Stem cell teamwork stops after split

American stem cell scientists reluctant to move forward with U.S.-Korea collaborations

By | November 18, 2005

American scientists said they are hesitant to collaborate with Korea on stem cell work after a U.S. stem cell scientist ended his 20-month collaboration with Woo-Suk Hwang of Seoul National University in South Korea, whose lab has derived human embryonic stem cell lines through somatic cell nuclear transfer.

Gerald Schatten, director of the Pittsburgh Development Center and professor at the University of Pittsburgh School of Medicine, stated in a November 12 news release that he is ending his work with Hwang because he is concerned that human egg cells used to make stem cell lines were obtained unethically.

The move has halted other researchers' plans to collaborate with Hwang. At Harvard University, "there were several people in discussions about establishing possible collaborations with Hwang's group," said B.D. Colen, a science communications officer at Harvard. But these discussions are now "all on hold," he said.

The allegations "are serious charges and they'll have to be in some way resolved before everybody will be comfortable moving forward," said Arnold Kriegstein, director of the Institute for Stem Cell and Tissue Biology at the University of California at San Francisco (UCSF). Hwang and Schatten approached UCSF about serving as a satellite lab for the Korean hub, Kriegstein said, but the university declined. "Our primary concern was exactly the area that Dr. Schatten is now highlighting," he said.

"Until this is cleared up, no one's going to collaborate with the Koreans from the United States," Arthur Caplan, director of the Center for Bioethics at the University of Pennsylvania in Philadelphia, told The Scientist. "Using embryos that may have come from eggs that were obtained through coercion or payment is going to be viewed with a lot of wariness," he said.

The break between Hwang and Schatten "underscores the need to have practices for oocyte donation that are transparent, reasonable, and agreed upon by the broad community," said Larry Goldstein, professor of cellular and molecular medicine at the University of California, San Diego. Establishing such practices internationally will be "a very complicated problem," he added. "My bias is that that's an appropriate role for scientific societies."

After Hwang and his colleagues announced in 2004 that they had derived stem cells from a cloned human embryo, a news article in Nature quoted a Ph.D. student from Hwang's lab saying that she and another junior colleague donated eggs for the experiments. She later retracted her statement and, in a subsequent Sciencestory, Hwang and a colleague denied that any lab members had donated eggs.

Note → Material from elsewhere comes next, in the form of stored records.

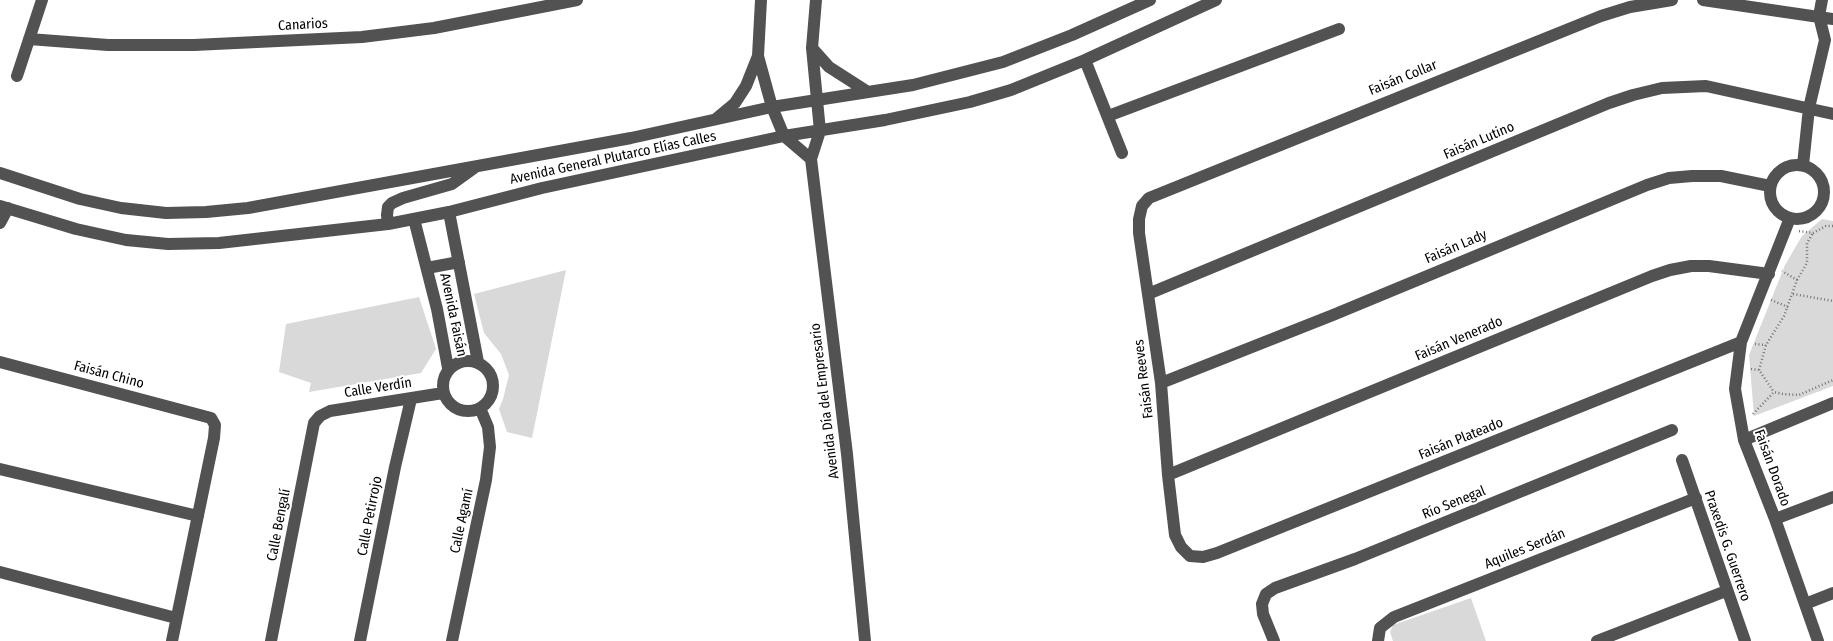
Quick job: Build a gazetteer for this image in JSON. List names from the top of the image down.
{
  "streets": {
    "street": [
      "Canarios",
      "Faisán Collar",
      "Faisán Lutino",
      "Avenida General Plutarco Elías Calles",
      "Faisán Lady",
      "Avenida Faisán",
      "Faisán Venerado",
      "Faisán Chino",
      "Faisán Reeves",
      "Calle Verdín",
      "Avenida Día del Empresario",
      "Faisán Plateado",
      "Faisán Dorado",
      "Río Senegal",
      "Calle Petirrojo",
      "Calle Agamí",
      "Calle Bengalí",
      "Praxedis G. Guerrero",
      "Aquiles Serdán"
    ]
  },
  "crossings": [
    ["Faisán Collar", "Faisán Reeves"],
    ["Faisán Lutino", "Faisán Reeves"],
    ["Avenida General Plutarco Elías Calles", "Avenida Faisán"],
    ["Avenida General Plutarco Elías Calles", "Avenida Día del Empresario"],
    ["Faisán Lady", "Faisán Reeves"],
    ["Faisán Lady", "Faisán Dorado"],
    ["Avenida Faisán", "Calle Verdín"],
    ["Avenida Faisán", "Calle Agamí"],
    ["Faisán Venerado", "Faisán Reeves"],
    ["Faisán Venerado", "Faisán Dorado"],
    ["Faisán Reeves", "Faisán Plateado"],
    ["Calle Verdín", "Calle Petirrojo"],
    ["Calle Verdín", "Calle Agamí"],
    ["Calle Verdín", "Calle Bengalí"],
    ["Faisán Plateado", "Faisán Dorado"],
    ["Praxedis G. Guerrero", "Aquiles Serdán"]
  ]
}
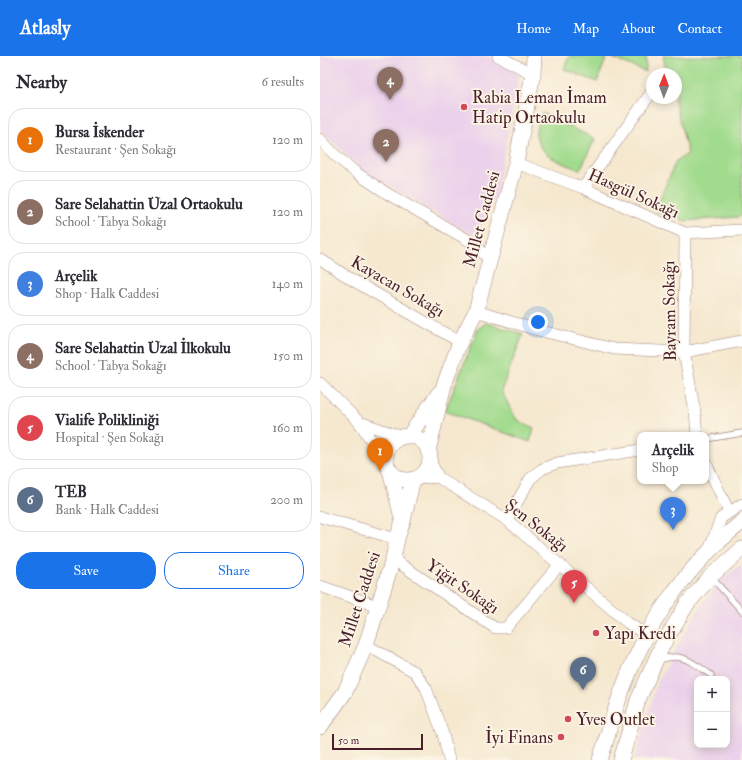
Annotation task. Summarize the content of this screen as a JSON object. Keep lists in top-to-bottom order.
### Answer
{
  "streets": {
    "street": [
      "Hasgül Sokağı",
      "Millet Caddesi",
      "Kayacan Sokağı",
      "Bayram Sokağı",
      "Şen Sokağı",
      "Yiğit Sokağı"
    ]
  },
  "crossings": [
    ["Hasgül Sokağı", "Millet Caddesi"],
    ["Hasgül Sokağı", "Bayram Sokağı"],
    ["Millet Caddesi", "Kayacan Sokağı"],
    ["Millet Caddesi", "Şen Sokağı"],
    ["Millet Caddesi", "Yiğit Sokağı"],
    ["Şen Sokağı", "Yiğit Sokağı"]
  ],
  "places": [
    "Rabia Leman İmam Hatip Ortaokulu",
    "Yapı Kredi",
    "Yves Outlet",
    "İyi Finans"
  ],
  "scale_bar": "50 m",
  "north": "top",
  "page": {
    "header": "Atlasly",
    "nav": [
      "Home",
      "Map",
      "About",
      "Contact"
    ],
    "heading": ["Nearby", "6 results"],
    "pins": [
      "4",
      "2",
      "1",
      "3",
      "5",
      "6"
    ],
    "list": [
      {
        "mark": "1",
        "name": "Bursa İskender",
        "note": "Restaurant · Şen Sokağı",
        "value": "120 m"
      },
      {
        "mark": "2",
        "name": "Sare Selahattin Uzal Ortaokulu",
        "note": "School · Tabya Sokağı",
        "value": "120 m"
      },
      {
        "mark": "3",
        "name": "Arçelik",
        "note": "Shop · Halk Caddesi",
        "value": "140 m"
      },
      {
        "mark": "4",
        "name": "Sare Selahattin Uzal İlkokulu",
        "note": "School · Tabya Sokağı",
        "value": "150 m"
      },
      {
        "mark": "5",
        "name": "Vialife Polikliniği",
        "note": "Hospital · Şen Sokağı",
        "value": "160 m"
      },
      {
        "mark": "6",
        "name": "TEB",
        "note": "Bank · Halk Caddesi",
        "value": "200 m"
      }
    ],
    "popup": ["Arçelik", "Shop"],
    "buttons": ["Save", "Share"],
    "map_buttons": ["+", "−"],
    "scale": "50 m"
  }
}
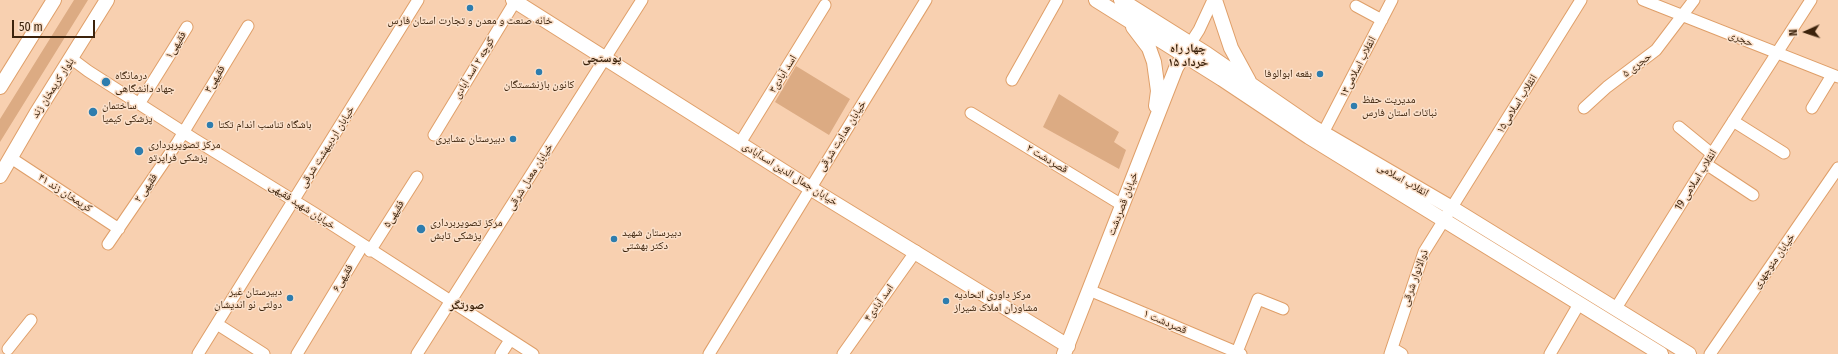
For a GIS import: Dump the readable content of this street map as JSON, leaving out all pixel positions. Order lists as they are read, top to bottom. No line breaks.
{"streets":{"main road":["بلوار کریمخان زند","خیابان جمال الدین اسدآبادی","انقلاب اسلامی","خیابان قصردشت"],"street":["حجری","فقیهی۱","حجری ۵","انقلاب اسلامی۱۳","کوچه ۲ اسد آبادی","اسد آبادی۳","فقیهی۳","انقلاب اسلامی۱۵","خیابان هدایت شرقی","خیابان اردیبهشت شرقی","قصردشت ۲","خیابان معدل شرقی","انقلاب اسلامی 19","۲ فقیهی","کریمخان زند ۴۱","خیابان شهید فقیهی","فقیهی۵","خیابان منوچهری","فقیهی۶","ذوالانوار شرقی","اسد آبادی۴","قصردشت ۱"]},"crossings":[["حجری","حجری ۵"],["حجری","انقلاب اسلامی 19"],["فقیهی۱","خیابان شهید فقیهی"],["انقلاب اسلامی۱۳","انقلاب اسلامی"],["کوچه ۲ اسد آبادی","خیابان جمال الدین اسدآبادی"],["اسد آبادی۳","خیابان جمال الدین اسدآبادی"],["فقیهی۳","۲ فقیهی"],["فقیهی۳","خیابان شهید فقیهی"],["بلوار کریمخان زند","کریمخان زند ۴۱"],["بلوار کریمخان زند","خیابان شهید فقیهی"],["انقلاب اسلامی۱۵","انقلاب اسلامی"],["انقلاب اسلامی۱۵","ذوالانوار شرقی"],["خیابان هدایت شرقی","خیابان جمال الدین اسدآبادی"],["خیابان اردیبهشت شرقی","خیابان شهید فقیهی"],["قصردشت ۲","خیابان قصردشت"],["خیابان جمال الدین اسدآبادی","خیابان معدل شرقی"],["خیابان جمال الدین اسدآبادی","خیابان قصردشت"],["خیابان جمال الدین اسدآبادی","اسد آبادی۴"],["خیابان معدل شرقی","خیابان شهید فقیهی"],["انقلاب اسلامی","انقلاب اسلامی 19"],["انقلاب اسلامی","خیابان قصردشت"],["انقلاب اسلامی","ذوالانوار شرقی"],["۲ فقیهی","کریمخان زند ۴۱"],["۲ فقیهی","خیابان شهید فقیهی"],["خیابان قصردشت","قصردشت ۱"],["خیابان شهید فقیهی","فقیهی۵"],["خیابان شهید فقیهی","فقیهی۶"],["فقیهی۵","فقیهی۶"]],"districts":["چهار راه ۱۵ خرداد","پوستچی","صورتگر"],"places":["خانه صنعت و معدن و تجارت استان فارس","کانون بازنشستگان","بقعه ابوالوفا","درمانگاه جهاد دانشگاهی","مدیریت حفظ نباتات استان فارس","ساختمان پزشکی کیمیا","باشگاه تناسب اندام تکتا","دبیرستان عشایری","مرکز تصویربرداری پزشکی فراپرتو","مرکز تصویربرداری پزشکی تابش","دبیرستان شهید دکتر بهشتی","دبیرستان غیر دولتی نو اندیشان","مرکز داوری اتحادیه مشاوران املاک شیراز"],"scale_bar":"50 m","north":"left"}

In Schatten's statement, however, he said that he recently received information suggesting that there were in fact ethical breaches in oocyte donation. He also said that he cannot yet reveal the specific nature of this information, but that he has contacted "appropriate academic and regulatory agencies."

"It's just really unclear what it is that Schatten is alleging," Goldstein told The Scientist. "It's not clear whether it's an issue about the source of the eggs or the arrangements that were made to procure them."

Schatten is also suspending ties with the World Stem Cell Hub, an international consortium that scientists announced in Korea last month, which will provide disease-specific cell lines to researchers all over the world. Schatten was slated to be chairman of the Board of Directors for the hub, according to his statement.

Neither Schatten nor Hwang is saying much on the subject. An email sent to Schatten requesting an interview was answered by medical center spokesperson who said Schatten had "nothing more to say about the disassociation with Professor Hwang" and was taking a "media break." Hwang has told other outlets he will investigate the allegation and "divulge everything" at an appropriate time.